1.25 Excess Deferrals : Those Elective Deferral Contributions that are includible in a Participants gross income pursuant to IRC § 402(g) to the extent such Participants Elective Deferral Contributions for a taxable year exceed the dollar limitation then in effect under said IRC § 402(g).
1.26 Fund : The assets held in the Trust.
1.27 Highly Compensated Employee :
(a) The term Highly Compensated Employee includes highly compensated active employees and highly compensated former employees. A highly compensated active employee means: (i) An employee who was a 5-percent owner (as defined in IRC § 416(i)(1)) of the Company or an Affiliate at any time during the current or the preceding year, or (ii) an employee who for the year (a) had Limitation Compensation from the Company and Affiliates in excess of $80,000 (as adjusted by the Secretary pursuant to IRC § 415(d)), except that the base period shall be the calendar quarter ending September 30, 1996), and (b) if the Employer elects the application of this clause for such preceding year, was in the top-paid group of employees for such preceding year. For this purpose, an employee is in the top-paid group of employees for any year if such employee is in the group consisting of the top 20 percent of the employees when ranked on the basis of Limitation Compensation paid during such year.
(b) A former employee shall be treated as a Highly Compensated Employee if such employee was a Highly Compensated Employee when such Employee severed Employment, or such employee was a Highly Compensated Employee at any time after attaining age 55.
ARTICLE I
4
(c) The determination of who is a Highly Compensated Employee, including the determinations of the number and identity of employees in the top-paid group, will be made in accordance with IRC § 414(q).
(d) The determination year is the current Plan Year for which the determination of who is highly compensated is being made.
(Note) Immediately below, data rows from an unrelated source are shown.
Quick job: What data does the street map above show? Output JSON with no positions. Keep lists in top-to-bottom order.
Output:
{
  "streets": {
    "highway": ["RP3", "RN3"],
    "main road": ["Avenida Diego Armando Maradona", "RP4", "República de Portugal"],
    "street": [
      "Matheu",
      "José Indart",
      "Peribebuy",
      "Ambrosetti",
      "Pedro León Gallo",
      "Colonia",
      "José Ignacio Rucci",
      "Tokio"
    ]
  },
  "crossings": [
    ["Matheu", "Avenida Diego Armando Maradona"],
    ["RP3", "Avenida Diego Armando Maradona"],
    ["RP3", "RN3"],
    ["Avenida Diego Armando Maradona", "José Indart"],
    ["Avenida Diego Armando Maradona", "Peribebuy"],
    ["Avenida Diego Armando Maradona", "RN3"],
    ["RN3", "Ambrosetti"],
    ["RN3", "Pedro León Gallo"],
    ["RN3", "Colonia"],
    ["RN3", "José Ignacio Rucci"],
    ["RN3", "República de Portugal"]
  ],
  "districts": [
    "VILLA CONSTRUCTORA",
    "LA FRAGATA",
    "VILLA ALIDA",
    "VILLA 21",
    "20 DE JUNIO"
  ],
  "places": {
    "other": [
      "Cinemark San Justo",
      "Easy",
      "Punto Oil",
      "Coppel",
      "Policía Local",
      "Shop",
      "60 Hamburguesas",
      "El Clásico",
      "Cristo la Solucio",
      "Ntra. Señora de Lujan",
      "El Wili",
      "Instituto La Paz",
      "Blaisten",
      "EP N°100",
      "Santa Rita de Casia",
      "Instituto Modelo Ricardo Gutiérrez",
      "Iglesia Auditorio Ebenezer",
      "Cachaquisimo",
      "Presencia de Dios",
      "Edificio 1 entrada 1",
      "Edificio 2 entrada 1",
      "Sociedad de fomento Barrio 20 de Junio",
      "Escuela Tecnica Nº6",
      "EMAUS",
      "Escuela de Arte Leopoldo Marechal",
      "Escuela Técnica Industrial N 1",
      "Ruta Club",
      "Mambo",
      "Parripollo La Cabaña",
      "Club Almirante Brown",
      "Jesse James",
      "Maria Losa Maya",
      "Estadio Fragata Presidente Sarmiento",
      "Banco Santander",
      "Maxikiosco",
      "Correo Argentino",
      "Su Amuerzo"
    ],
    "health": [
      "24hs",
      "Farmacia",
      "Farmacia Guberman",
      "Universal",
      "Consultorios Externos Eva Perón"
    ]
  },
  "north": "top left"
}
The look-back year is the 12-month period immediately preceding the determination year, or, if the Company elects, the calendar year ending with or within the determination year.
1.28 Investment Fund : A fund designated by the Plan Administrator pursuant to Section 5.2 for investment of Plan Accounts.
1.29 Investment Manager : Any person or entity serving as an investment manager under appointment by the Plan Administrator.
1.30 IRC : Internal Revenue Code of 1986, as amended, including any regulations issued thereunder.
1.31 Key Employee : As determined pursuant to IRC § 416(i), any Employee or former Employee (including any deceased Employee) who at any time during the Plan Year containing the Determination Date was:
(a) an officer of the Employer having Limitation Compensation greater than $130,000 (as adjusted under IRC § 416(i)(1) for Plan Years beginning after December 31, 2002);
(b) a five percent (5%) owner of the Employer; or
(c) a one percent (1%) owner of the Employer who has Limitation Compensation of more than $150,000.
For purposes of determining 5% and 1% owners, neither the aggregation rules nor the rules of subsection (b), (c) and (n) of IRC § 415 apply. Beneficiaries of an Employee acquire the character of the Employee who performed service for the Employer. Also, inherited benefits will retain the character of the benefits of the Employees who perform services for the Employer.
1.32 Leased Employees : Any person who is not a common law employee of the Company or an Affiliate and provides services to the Company or Affiliate if:
(a) such services are provided pursuant to an agreement between the Company or Affiliate and any other person;
(b) such person has performed such services for the Company on a substantially full-time basis for a period of at least one year; and
(c) such services are performed under the primary direction or control of the Company or Affiliate.
ARTICLE I
5
Contributions or benefits provided a Leased Employee by the leasing organization which are attributable to services performed for the recipient shall be treated as provided by the recipient Employer.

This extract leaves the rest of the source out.